Caisau rose up from the snarled pillars of the rocky landscape, a massive living hold so breathtaking that even Roh – in his depressed, exhausted state – felt a surge of awe. Caisau, once called Roasandara, the seat of the Dhai two thousand years before. It was like stepping into some history book. They broke through the forest of pillars and onto a wide bowl of stone like a shallow crater. Caisau was made of dozens of linked domes and spiraling towers that encircled a central dome so great it seemed to touch the sky. The skin above the great red sandstone walls was blue-green, and shimmered like the skin of the Dhai temples. Far past the vastness of Caisau, he saw the sea, still bobbing with great icebergs, and a harbor filled with bone boats that looked
like crooked finger bones.
Around the walls of the hold were artisan houses, merchants’ stalls, and homes made from the same brown stone as the jutting pillars. For a city the size of Caisau, it did not seem very busy. As they moved through the great main streets, tiled in red stone, he saw why – there were no Saiduan here. They were all Tai Mora. A few looked up as their party passed, but most ignored them, faces open and boisterous. Roh had only seen the worst of their soldiers, but these were clearly civilians, or at least soldiers out of armor, and the way they laughed and carried on business brought tears to his eyes because it was like walking through some other world where the Dhai had never lost Caisau.
The Tai Mora had come home.
His captors brought him through the great shuttered eyes of the round gates. He kept thinking he would see signs of Dhai culture here, some art style or architecture that he recognized, but the fortress was completely foreign to him except for the living skin of it. Massive creatures carved from red stone and smoothed nearly featureless by wind and time leered at him from the walls. Some of the frescos had clearly been defaced and redone. They carried stories of Saiduan battles, not Dhai ones.

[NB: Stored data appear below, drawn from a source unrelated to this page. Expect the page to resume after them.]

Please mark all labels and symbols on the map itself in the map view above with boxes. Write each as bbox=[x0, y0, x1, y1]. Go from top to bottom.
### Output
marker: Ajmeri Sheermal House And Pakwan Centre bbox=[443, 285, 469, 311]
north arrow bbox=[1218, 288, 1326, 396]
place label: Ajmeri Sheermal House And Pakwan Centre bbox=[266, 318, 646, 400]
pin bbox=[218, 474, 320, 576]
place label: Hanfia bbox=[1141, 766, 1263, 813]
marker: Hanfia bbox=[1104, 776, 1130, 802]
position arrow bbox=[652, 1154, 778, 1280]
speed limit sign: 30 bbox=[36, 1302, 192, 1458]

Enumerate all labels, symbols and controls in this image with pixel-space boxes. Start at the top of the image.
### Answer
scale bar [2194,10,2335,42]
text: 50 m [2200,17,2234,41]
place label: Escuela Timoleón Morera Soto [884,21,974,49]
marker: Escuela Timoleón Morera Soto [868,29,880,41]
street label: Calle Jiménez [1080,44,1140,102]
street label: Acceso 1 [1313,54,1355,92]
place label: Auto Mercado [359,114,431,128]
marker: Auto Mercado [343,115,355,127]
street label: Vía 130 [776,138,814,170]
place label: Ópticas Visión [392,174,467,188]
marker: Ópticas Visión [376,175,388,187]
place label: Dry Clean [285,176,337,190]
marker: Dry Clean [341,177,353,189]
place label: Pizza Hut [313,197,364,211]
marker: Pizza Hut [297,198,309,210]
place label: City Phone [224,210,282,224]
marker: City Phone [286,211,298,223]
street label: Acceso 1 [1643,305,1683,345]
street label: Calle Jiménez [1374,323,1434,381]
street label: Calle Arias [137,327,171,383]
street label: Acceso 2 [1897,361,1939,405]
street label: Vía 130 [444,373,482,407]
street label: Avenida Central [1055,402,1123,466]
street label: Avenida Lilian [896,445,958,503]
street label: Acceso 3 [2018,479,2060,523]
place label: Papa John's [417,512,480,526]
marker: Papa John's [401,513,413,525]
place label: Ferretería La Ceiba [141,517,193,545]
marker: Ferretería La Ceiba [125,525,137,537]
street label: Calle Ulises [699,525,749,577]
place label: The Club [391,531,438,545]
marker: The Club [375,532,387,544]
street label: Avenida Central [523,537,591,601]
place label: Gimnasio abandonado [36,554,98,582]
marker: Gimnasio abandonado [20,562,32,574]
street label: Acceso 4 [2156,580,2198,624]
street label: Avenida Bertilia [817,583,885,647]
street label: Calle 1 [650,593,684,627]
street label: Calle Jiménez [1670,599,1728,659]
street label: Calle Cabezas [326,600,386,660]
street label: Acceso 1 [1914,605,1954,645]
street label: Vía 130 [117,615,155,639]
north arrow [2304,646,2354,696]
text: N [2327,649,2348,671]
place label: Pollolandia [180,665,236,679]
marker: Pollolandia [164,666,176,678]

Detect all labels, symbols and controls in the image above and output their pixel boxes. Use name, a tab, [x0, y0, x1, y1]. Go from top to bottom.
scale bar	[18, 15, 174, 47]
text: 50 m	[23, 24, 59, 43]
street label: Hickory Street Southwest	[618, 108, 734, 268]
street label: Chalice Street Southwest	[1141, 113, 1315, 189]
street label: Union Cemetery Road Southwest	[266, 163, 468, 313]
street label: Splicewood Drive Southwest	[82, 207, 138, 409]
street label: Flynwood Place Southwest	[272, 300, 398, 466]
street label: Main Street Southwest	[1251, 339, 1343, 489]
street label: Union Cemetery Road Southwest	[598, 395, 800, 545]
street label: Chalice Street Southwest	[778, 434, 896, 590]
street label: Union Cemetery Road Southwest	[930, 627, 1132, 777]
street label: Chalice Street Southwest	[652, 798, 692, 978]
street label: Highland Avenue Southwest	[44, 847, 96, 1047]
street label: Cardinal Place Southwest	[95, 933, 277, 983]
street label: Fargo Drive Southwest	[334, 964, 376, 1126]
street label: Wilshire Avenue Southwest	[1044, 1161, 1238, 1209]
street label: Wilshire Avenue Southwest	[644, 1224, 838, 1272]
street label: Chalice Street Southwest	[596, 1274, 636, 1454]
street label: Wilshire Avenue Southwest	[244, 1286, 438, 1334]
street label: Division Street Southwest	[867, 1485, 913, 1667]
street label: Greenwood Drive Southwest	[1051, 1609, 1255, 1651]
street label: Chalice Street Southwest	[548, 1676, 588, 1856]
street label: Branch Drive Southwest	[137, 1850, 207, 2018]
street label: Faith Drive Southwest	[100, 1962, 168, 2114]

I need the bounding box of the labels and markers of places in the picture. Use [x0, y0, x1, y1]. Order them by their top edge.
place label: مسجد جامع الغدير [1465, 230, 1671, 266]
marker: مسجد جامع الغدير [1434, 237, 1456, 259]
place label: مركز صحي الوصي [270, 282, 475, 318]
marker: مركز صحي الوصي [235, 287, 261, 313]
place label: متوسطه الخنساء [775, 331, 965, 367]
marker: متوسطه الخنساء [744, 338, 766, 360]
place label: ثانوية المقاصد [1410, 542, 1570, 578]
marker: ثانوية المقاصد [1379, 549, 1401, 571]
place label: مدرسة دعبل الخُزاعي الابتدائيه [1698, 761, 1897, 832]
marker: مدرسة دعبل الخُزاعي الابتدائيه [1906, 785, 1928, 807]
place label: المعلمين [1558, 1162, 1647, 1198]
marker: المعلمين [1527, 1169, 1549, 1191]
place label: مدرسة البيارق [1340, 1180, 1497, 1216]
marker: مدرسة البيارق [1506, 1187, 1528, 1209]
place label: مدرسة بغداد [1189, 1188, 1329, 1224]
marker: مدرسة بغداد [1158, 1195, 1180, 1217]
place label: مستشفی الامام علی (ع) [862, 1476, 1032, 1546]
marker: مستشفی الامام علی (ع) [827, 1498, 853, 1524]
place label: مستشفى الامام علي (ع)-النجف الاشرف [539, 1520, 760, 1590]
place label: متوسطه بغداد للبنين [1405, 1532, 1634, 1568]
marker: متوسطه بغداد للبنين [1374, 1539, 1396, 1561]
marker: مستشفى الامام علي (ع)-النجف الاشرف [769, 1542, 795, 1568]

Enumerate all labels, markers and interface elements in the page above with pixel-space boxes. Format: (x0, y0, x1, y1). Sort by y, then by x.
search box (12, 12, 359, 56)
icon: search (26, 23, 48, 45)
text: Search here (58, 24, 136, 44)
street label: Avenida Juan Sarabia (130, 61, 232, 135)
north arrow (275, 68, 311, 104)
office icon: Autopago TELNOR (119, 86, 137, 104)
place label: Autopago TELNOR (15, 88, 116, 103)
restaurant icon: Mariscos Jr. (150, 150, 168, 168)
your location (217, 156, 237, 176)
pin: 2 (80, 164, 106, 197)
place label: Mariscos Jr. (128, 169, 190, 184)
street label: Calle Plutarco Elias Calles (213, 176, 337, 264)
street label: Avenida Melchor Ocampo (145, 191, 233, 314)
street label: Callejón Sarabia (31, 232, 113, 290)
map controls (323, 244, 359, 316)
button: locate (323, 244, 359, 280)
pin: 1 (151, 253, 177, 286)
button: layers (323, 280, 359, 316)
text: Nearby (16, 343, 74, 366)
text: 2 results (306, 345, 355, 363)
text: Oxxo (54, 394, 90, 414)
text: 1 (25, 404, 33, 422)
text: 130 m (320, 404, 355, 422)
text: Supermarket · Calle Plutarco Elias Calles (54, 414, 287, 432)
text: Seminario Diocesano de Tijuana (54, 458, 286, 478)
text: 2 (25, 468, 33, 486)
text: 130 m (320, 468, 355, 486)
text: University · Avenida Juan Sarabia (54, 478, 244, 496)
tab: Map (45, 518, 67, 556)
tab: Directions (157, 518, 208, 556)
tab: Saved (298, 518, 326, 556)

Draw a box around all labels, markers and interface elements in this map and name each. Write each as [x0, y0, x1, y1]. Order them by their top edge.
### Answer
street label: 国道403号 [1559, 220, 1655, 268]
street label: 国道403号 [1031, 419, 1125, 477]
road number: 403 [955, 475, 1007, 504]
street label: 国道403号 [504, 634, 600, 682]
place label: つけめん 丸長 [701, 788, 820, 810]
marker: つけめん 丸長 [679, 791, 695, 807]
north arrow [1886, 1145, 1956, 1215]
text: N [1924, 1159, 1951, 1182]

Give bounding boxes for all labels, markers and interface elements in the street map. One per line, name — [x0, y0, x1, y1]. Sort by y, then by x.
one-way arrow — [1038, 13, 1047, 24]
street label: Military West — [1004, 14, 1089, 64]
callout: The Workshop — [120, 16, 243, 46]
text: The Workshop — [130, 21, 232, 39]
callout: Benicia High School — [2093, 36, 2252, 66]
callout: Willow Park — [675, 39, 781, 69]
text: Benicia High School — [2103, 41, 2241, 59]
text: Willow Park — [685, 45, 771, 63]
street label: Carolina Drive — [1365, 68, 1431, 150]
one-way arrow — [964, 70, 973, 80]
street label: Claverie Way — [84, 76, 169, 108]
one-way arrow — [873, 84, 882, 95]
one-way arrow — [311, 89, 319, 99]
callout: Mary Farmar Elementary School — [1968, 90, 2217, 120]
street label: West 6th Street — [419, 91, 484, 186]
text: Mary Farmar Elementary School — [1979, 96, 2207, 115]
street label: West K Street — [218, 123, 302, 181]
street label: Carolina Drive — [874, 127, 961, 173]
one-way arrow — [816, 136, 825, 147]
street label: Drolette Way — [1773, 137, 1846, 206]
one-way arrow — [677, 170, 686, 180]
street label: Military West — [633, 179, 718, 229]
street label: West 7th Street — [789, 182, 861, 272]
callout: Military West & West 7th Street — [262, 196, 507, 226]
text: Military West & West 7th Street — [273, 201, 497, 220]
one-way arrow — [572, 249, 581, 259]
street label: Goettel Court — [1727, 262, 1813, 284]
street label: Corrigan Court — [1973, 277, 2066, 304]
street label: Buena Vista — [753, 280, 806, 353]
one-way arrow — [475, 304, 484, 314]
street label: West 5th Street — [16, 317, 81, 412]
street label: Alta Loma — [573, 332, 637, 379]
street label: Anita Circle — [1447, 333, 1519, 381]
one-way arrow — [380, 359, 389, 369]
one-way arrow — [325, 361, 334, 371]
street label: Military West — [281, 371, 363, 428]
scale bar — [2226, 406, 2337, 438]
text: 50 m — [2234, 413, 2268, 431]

They passed into a foyer so high it made Roh dizzy to gaze up at it. The ceiling was patterned in green and blue geometric shapes, faced with mirrors that spilled light from its windows all across the floor.
His captors conferred with a tall, regal woman in a bulky fur-lined coat stitched in silver. She sat behind a bronze podium speaking to two pages. They argued for some time. The woman peered around them at Roh.
The woman was Tai Mora, but the pages or servants or assistants or whatever they were didn’t look like Tai Mora. They were finer featured, paler, with brown hair and yellow eyes.
“We’ll wait here a few minutes,” one of his captors, the broad, pock-faced woman they called Kosoli, said.
“Longer than that,” the man, Borasau, said.
The group of them sat against the far wall on a ring of benches. The little brown-haired assistants brought them tea and sweet cakes. Roh was starving, and they let him eat. He hated that he was so grateful for it.